本当に知らない事ばかりだとバーガンディーは思う。
「シャルトルーズ殿はどんな魔導具を?」
「私も生活に使う方が多いですねぇ。飲み水を凍らせるものとか、照明用の魔導具とか。あ、あと玩具も作りますよ」
「玩具?」
「空を飛ぶ鳥の玩具とか、振ると発光するタクトとか」
「何と…………」
バーガンディーは衝撃を受けた。生活用品はまだしも、魔導具で玩具を、なんて思いつかなかったからだ。

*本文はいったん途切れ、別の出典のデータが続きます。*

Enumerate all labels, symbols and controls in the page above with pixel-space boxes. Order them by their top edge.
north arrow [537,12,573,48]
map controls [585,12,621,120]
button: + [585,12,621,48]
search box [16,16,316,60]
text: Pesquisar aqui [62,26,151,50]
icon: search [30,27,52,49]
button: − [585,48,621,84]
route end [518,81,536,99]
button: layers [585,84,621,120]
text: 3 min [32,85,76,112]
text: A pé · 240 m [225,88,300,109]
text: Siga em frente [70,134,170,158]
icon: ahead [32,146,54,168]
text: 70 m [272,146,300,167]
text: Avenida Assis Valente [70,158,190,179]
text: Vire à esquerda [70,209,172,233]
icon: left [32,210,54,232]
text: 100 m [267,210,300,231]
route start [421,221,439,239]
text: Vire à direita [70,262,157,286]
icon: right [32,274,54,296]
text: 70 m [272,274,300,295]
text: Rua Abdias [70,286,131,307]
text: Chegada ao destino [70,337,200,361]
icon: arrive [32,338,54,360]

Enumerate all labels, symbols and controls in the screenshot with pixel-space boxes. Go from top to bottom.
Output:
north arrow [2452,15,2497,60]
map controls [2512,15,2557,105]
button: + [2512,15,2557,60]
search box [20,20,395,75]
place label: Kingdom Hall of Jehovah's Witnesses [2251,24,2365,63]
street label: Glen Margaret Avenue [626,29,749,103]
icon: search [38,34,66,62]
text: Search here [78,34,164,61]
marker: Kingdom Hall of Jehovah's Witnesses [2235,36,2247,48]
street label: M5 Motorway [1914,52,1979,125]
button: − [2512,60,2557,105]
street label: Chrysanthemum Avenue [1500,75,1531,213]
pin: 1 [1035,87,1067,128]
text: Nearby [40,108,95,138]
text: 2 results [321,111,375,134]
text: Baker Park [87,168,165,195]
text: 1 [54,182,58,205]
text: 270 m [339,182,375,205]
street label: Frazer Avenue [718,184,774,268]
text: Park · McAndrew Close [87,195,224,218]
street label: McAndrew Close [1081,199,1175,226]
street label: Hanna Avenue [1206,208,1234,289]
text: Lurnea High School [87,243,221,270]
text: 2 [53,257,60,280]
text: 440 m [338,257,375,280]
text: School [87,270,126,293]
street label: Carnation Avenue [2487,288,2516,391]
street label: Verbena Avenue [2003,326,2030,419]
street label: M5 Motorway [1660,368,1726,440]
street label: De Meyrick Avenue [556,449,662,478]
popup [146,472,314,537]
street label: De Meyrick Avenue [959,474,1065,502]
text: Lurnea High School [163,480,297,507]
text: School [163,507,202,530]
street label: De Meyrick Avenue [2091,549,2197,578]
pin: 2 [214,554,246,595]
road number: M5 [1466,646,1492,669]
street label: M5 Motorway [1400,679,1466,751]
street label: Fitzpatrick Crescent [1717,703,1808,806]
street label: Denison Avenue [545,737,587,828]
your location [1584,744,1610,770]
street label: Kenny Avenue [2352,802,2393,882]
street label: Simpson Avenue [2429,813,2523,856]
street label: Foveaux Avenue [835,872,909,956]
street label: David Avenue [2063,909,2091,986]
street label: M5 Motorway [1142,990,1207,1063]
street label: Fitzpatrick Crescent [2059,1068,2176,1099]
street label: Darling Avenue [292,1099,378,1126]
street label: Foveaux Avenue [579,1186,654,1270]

戦うためのものでもなく、生活に必要なものもでもなく。ただ楽しむための魔導具を、どうやら彼女は作っているらしい。
これにはマルベリーも驚いた様子だった。
「あ、やっぱり意外でしたかね。師匠以外に見せると、大体は何でそんなものをって聞かれるんですよねぇ」
「ああ、いや……。……そうだな、意外だと思った。理由を聞いても構わないかい?」
バーガンディーが尋ねると、シャルトルーズは、
「そんなに立派なものじゃないですけれど、楽しいからですねぇ」
と答えた。抽象的な答えに、バーガンディーとマルベリーは首を傾げる。
「ほら。楽しいと笑顔になるじゃないですか。誰かが明るい笑顔を浮かべると、その場が元気になって。そういうのを私も増やしたいなって思ったんですよ」
バーガンディーは目を見開いた。
「…………君は」
「森の国も砂の国も、落ち着いて、仲良くやるには時間がかかるでしょうけれど、そうなったら。もっと増えると思うんですよ。だから、陛下」
シャルトルーズはその黄緑色の目に強い光を称えて、バーガンディーを見る。
「私達は、必ず成功させたいと思っています。死ぬその時まで、全力で。……出来ればその頃には、そういう光景が見られたらいいなと思っていますけれど」
「私もだ。そんな光景を見たいと、心から思う。和平は父の夢でもあった。――――私も全力で、行かせてもらう」
バーガンディーは力強くそう言った。するとシャルトルーズが、とても嬉しそうに微笑んでくれた。
その時だ。
その微笑みに、ピリ、と警戒の色が混ざった。
どうした、とバーガンディーが思った途端。シャルトルーズは顔を上げ、右手をスッと素早く動かす。すると彼女の上着の中から、四枚翅を生やした妖精のような人形が三体飛び出した。
それらは凄まじいスピードで高く、高く、飛び上がり。円陣を組むように空中に止まり、半透明の丸い魔法の盾を形成した、次の瞬間。
――――その盾に、炎の弾丸がけたたましい音を立ててぶつかり、霧散した。
「敵襲!?」
反射的にバーガンディーとマルベリーは立ち上がる。
そしてそれぞれ、襲撃に対応出来るよう、バーガンディーはチャクラムを、マルベリーは魔法を使う際に媒介とする魔導書を手に持った。
しかし、次の攻撃はやって来ない。
「大丈夫です、悪意は消えました。――――逃げましたね」
そんな二人に向かって椅子に座ったままのシャルトルーズはそう告げる。
あまりに冷静な様子を見て、バーガンディーは「分かるのか?」と聞けば、
「分かります。――――そういう体質なんです」
シャルトルーズは頷いてそう言った。